» **Aim of the exercise**:
Copy every record below exactly.

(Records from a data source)
%%

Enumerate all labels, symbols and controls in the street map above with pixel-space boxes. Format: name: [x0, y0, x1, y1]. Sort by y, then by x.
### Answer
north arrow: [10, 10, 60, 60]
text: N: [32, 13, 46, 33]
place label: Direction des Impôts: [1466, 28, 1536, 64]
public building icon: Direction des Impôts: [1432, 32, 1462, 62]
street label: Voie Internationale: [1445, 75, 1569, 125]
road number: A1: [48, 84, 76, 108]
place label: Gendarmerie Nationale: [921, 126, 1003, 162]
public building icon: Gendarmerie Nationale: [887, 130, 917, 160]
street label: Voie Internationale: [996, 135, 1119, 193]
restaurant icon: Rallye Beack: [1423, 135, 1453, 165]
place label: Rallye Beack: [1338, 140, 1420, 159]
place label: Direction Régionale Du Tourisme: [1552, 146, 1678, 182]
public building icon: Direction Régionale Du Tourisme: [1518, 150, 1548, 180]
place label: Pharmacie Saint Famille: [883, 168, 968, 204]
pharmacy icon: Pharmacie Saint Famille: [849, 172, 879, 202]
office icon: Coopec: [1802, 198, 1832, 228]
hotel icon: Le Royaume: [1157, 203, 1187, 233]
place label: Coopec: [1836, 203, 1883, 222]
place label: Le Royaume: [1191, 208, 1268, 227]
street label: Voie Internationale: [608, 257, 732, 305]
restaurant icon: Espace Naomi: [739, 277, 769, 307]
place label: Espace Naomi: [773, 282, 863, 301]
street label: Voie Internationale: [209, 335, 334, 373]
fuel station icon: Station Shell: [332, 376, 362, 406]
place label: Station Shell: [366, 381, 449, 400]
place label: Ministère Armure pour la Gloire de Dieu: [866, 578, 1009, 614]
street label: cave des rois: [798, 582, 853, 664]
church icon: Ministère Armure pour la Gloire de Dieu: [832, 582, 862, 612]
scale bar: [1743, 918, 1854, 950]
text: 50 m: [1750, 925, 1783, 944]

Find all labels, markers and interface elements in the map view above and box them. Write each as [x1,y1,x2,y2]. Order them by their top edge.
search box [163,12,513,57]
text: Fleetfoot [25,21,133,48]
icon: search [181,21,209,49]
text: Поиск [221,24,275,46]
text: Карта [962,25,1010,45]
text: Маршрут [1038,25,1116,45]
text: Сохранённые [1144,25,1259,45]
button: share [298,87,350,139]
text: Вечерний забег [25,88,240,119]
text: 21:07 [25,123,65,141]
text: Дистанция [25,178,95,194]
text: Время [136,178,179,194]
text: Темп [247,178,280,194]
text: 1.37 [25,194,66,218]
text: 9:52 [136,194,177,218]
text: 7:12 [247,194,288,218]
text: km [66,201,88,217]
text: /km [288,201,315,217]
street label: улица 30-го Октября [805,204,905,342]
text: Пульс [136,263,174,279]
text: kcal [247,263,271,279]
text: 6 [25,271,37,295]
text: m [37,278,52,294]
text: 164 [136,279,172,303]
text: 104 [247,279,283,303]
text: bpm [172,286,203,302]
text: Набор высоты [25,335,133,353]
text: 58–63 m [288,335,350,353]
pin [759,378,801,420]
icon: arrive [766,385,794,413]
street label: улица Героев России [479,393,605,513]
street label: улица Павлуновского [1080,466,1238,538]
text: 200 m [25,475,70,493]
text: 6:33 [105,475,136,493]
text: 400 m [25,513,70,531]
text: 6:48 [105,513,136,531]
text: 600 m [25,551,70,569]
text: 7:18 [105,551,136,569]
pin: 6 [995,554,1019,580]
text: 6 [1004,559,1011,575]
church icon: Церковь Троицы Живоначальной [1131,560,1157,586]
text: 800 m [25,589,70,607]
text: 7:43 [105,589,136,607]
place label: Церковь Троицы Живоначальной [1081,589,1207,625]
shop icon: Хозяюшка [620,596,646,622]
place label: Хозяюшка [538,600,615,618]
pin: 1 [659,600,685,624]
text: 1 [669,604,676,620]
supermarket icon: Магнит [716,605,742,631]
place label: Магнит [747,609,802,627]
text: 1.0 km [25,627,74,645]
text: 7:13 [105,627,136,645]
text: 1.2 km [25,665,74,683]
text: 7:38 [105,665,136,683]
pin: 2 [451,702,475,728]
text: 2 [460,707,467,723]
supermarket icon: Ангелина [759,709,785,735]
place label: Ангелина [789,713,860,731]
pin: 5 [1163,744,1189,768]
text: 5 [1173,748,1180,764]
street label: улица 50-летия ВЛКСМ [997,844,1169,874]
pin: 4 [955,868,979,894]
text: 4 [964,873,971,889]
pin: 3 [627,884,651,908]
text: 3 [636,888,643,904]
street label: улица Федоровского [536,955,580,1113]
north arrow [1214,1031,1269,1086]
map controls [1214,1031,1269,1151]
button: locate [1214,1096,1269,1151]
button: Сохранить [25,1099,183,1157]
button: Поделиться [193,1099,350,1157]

%%

» **Finished exercise**:
Enumerate all labels, symbols and controls in the street map above with pixel-space boxes. Format: name: [x0, y0, x1, y1]. Sort by y, then by x.
### Answer
north arrow: [10, 10, 60, 60]
text: N: [32, 13, 46, 33]
place label: Direction des Impôts: [1466, 28, 1536, 64]
public building icon: Direction des Impôts: [1432, 32, 1462, 62]
street label: Voie Internationale: [1445, 75, 1569, 125]
road number: A1: [48, 84, 76, 108]
place label: Gendarmerie Nationale: [921, 126, 1003, 162]
public building icon: Gendarmerie Nationale: [887, 130, 917, 160]
street label: Voie Internationale: [996, 135, 1119, 193]
restaurant icon: Rallye Beack: [1423, 135, 1453, 165]
place label: Rallye Beack: [1338, 140, 1420, 159]
place label: Direction Régionale Du Tourisme: [1552, 146, 1678, 182]
public building icon: Direction Régionale Du Tourisme: [1518, 150, 1548, 180]
place label: Pharmacie Saint Famille: [883, 168, 968, 204]
pharmacy icon: Pharmacie Saint Famille: [849, 172, 879, 202]
office icon: Coopec: [1802, 198, 1832, 228]
hotel icon: Le Royaume: [1157, 203, 1187, 233]
place label: Coopec: [1836, 203, 1883, 222]
place label: Le Royaume: [1191, 208, 1268, 227]
street label: Voie Internationale: [608, 257, 732, 305]
restaurant icon: Espace Naomi: [739, 277, 769, 307]
place label: Espace Naomi: [773, 282, 863, 301]
street label: Voie Internationale: [209, 335, 334, 373]
fuel station icon: Station Shell: [332, 376, 362, 406]
place label: Station Shell: [366, 381, 449, 400]
place label: Ministère Armure pour la Gloire de Dieu: [866, 578, 1009, 614]
street label: cave des rois: [798, 582, 853, 664]
church icon: Ministère Armure pour la Gloire de Dieu: [832, 582, 862, 612]
scale bar: [1743, 918, 1854, 950]
text: 50 m: [1750, 925, 1783, 944]

Find all labels, markers and interface elements in the map view above and box them. Write each as [x1,y1,x2,y2]. Order them by their top edge.
search box [163,12,513,57]
text: Fleetfoot [25,21,133,48]
icon: search [181,21,209,49]
text: Поиск [221,24,275,46]
text: Карта [962,25,1010,45]
text: Маршрут [1038,25,1116,45]
text: Сохранённые [1144,25,1259,45]
button: share [298,87,350,139]
text: Вечерний забег [25,88,240,119]
text: 21:07 [25,123,65,141]
text: Дистанция [25,178,95,194]
text: Время [136,178,179,194]
text: Темп [247,178,280,194]
text: 1.37 [25,194,66,218]
text: 9:52 [136,194,177,218]
text: 7:12 [247,194,288,218]
text: km [66,201,88,217]
text: /km [288,201,315,217]
street label: улица 30-го Октября [805,204,905,342]
text: Пульс [136,263,174,279]
text: kcal [247,263,271,279]
text: 6 [25,271,37,295]
text: m [37,278,52,294]
text: 164 [136,279,172,303]
text: 104 [247,279,283,303]
text: bpm [172,286,203,302]
text: Набор высоты [25,335,133,353]
text: 58–63 m [288,335,350,353]
pin [759,378,801,420]
icon: arrive [766,385,794,413]
street label: улица Героев России [479,393,605,513]
street label: улица Павлуновского [1080,466,1238,538]
text: 200 m [25,475,70,493]
text: 6:33 [105,475,136,493]
text: 400 m [25,513,70,531]
text: 6:48 [105,513,136,531]
text: 600 m [25,551,70,569]
text: 7:18 [105,551,136,569]
pin: 6 [995,554,1019,580]
text: 6 [1004,559,1011,575]
church icon: Церковь Троицы Живоначальной [1131,560,1157,586]
text: 800 m [25,589,70,607]
text: 7:43 [105,589,136,607]
place label: Церковь Троицы Живоначальной [1081,589,1207,625]
shop icon: Хозяюшка [620,596,646,622]
place label: Хозяюшка [538,600,615,618]
pin: 1 [659,600,685,624]
text: 1 [669,604,676,620]
supermarket icon: Магнит [716,605,742,631]
place label: Магнит [747,609,802,627]
text: 1.0 km [25,627,74,645]
text: 7:13 [105,627,136,645]
text: 1.2 km [25,665,74,683]
text: 7:38 [105,665,136,683]
pin: 2 [451,702,475,728]
text: 2 [460,707,467,723]
supermarket icon: Ангелина [759,709,785,735]
place label: Ангелина [789,713,860,731]
pin: 5 [1163,744,1189,768]
text: 5 [1173,748,1180,764]
street label: улица 50-летия ВЛКСМ [997,844,1169,874]
pin: 4 [955,868,979,894]
text: 4 [964,873,971,889]
pin: 3 [627,884,651,908]
text: 3 [636,888,643,904]
street label: улица Федоровского [536,955,580,1113]
north arrow [1214,1031,1269,1086]
map controls [1214,1031,1269,1151]
button: locate [1214,1096,1269,1151]
button: Сохранить [25,1099,183,1157]
button: Поделиться [193,1099,350,1157]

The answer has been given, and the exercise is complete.